It seems less common with newer websites, but many websites I need an account on (like for paying bills, etc.) prevent me from creating a password with spaces in it. This only makes things more difficult to remember, and I am aware of no database or programming restrictions on spaces in passwords, encrypted or (heaven forbid) otherwise. Why, then, is the spacebar so commonly discriminated against when it comes to signing up for a site?
migrated from webmasters.stackexchange.com Dec 24 '11 at 18:13
There are a huge amount of stupidities when it comes to passwords in websites.
(By limiting a password to 0001 .. 9999 range, you can simply store them as a number, plaintext, in the database)
(By doing this the developer, or the manager, assumed that this will actually force the users to choose a safe password, while the rule as "Your password must contain min. 6 characters and contain at least one capital letter, lowercase letter and a digit" will magically fail to do it)
In all three cases, the developer was just insure that passwords like this will be stored correctly.
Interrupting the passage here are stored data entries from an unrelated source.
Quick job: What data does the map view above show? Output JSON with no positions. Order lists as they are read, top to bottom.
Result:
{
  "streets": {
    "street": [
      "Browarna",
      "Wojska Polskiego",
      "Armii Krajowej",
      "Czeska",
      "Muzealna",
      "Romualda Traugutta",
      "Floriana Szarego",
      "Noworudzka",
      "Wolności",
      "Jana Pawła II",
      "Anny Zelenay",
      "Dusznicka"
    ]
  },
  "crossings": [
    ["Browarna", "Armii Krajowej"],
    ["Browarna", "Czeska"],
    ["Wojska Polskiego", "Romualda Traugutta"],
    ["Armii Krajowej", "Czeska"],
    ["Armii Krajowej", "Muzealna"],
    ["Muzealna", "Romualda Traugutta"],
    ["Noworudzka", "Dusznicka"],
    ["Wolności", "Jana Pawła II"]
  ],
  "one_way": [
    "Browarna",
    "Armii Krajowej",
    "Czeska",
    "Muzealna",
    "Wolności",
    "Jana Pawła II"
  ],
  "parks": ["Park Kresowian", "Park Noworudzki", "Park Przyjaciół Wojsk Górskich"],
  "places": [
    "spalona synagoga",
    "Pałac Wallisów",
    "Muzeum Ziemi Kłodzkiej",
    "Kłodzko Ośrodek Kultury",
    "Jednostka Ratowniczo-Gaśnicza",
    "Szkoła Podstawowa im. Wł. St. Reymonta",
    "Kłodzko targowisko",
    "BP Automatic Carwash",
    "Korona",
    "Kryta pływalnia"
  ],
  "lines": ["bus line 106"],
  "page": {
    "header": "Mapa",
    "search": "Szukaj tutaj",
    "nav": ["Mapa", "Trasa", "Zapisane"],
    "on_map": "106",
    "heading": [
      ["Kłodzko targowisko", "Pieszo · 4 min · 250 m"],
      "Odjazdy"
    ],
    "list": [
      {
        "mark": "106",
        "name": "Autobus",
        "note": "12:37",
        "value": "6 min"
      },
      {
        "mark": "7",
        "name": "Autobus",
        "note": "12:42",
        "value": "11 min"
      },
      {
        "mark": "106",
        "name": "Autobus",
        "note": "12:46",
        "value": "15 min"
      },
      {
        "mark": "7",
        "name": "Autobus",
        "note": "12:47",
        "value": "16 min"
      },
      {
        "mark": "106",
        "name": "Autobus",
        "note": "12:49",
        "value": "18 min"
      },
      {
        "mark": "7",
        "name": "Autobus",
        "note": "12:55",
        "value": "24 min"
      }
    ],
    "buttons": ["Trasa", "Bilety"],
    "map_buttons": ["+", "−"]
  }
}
In all three cases, those ambiguities are easily solved through testing, especially unit testing. But in a huge amount of projects, there is no testing at all, and no time to test (but still plenty of time to debug later).
This means that whether the developer tries to think about the possible consequences of allowing spaces, or unicode characters, or just any character outside ASCII 48..57 ∪ 65..90 ∪ 97..122 (digits, lowercase letters, uppercase letters), the easiest way, when testing is not possible, is to just forbid them.
In my opinion, this is the sole reason to forbid spaces. Yannis Rizos gave another reason related to UX. While being a plausible reason in theory, it doesn't work at all in practice: websites made by people who actually care about UX don't fix stupid password rules. Instead, websites where whitespace is actually forbidden are in most part done by people who never heard about UX. This is especially true since forbidding any character is really annoying from UX point of view, as any password-related restriction, including the useful ones, as the minimum number of characters.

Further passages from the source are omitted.